PROVIDED MATERIAL:
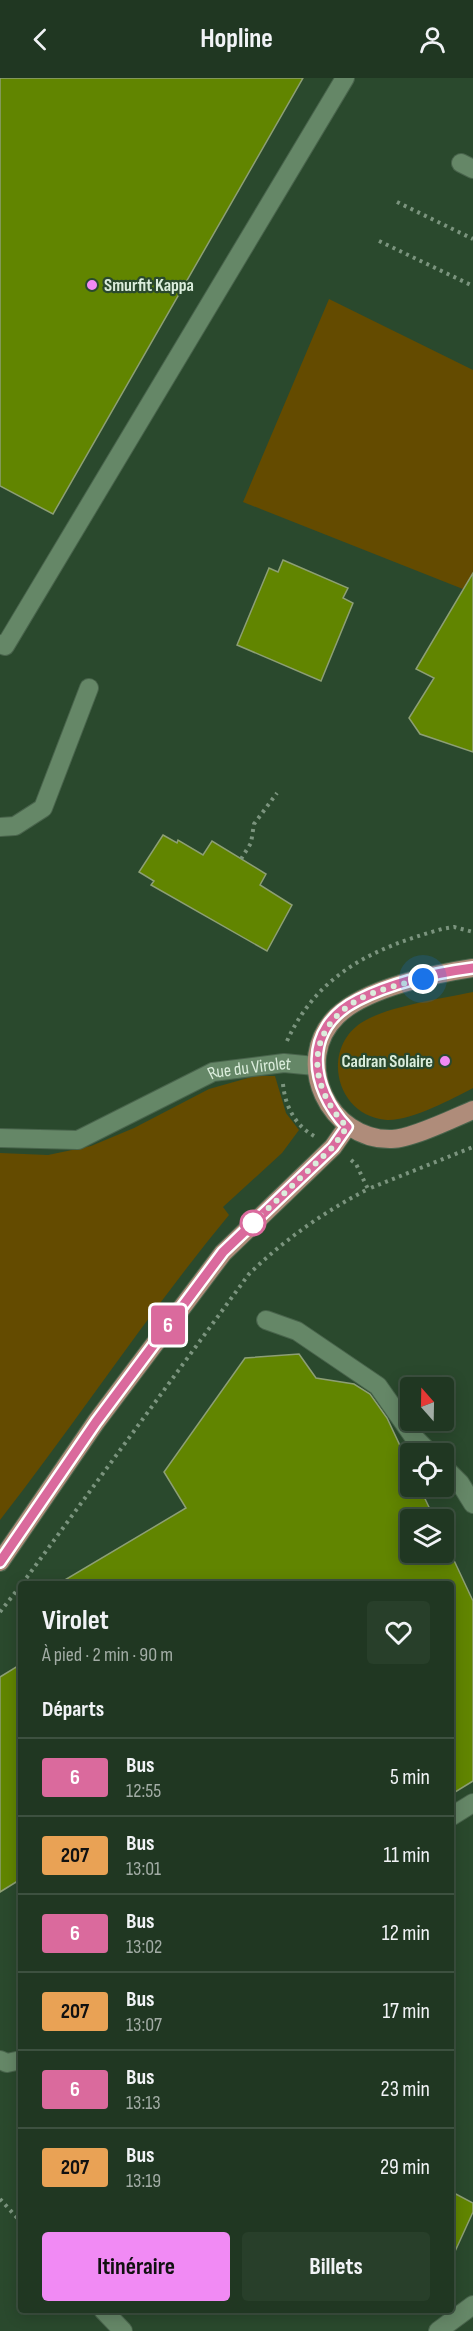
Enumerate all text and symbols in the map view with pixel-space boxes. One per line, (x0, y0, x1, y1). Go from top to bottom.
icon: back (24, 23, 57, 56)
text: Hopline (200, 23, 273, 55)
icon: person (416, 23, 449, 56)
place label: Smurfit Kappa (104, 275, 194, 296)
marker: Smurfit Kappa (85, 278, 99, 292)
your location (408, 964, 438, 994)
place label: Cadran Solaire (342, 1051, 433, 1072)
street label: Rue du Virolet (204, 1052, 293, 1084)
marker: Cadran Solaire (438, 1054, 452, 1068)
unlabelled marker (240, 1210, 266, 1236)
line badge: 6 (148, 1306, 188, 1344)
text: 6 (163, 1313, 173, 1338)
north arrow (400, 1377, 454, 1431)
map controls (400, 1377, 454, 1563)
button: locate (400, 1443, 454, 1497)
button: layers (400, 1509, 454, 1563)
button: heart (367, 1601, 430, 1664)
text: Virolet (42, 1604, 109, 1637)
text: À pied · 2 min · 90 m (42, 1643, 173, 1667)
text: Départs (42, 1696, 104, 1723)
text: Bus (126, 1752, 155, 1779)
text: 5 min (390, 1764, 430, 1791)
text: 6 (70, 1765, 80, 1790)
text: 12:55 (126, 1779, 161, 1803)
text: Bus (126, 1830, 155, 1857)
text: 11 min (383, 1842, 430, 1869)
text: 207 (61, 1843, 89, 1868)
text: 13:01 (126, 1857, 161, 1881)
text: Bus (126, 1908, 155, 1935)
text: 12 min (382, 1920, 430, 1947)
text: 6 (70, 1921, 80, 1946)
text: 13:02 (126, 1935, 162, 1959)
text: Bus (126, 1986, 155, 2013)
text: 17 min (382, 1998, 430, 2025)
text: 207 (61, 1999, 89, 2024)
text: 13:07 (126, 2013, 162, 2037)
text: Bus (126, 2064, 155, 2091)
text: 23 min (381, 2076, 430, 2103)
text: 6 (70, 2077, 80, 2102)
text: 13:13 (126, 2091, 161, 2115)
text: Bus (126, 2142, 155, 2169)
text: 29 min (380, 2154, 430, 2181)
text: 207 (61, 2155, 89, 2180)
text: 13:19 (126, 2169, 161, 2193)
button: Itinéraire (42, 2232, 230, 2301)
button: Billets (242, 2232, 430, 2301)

INSTRUCTIONS FOR THE TASK: Reading through the preceding records, tally each line that holds the word "Smurfit" and give the tally by itself.

EXPECTED ANSWER: 2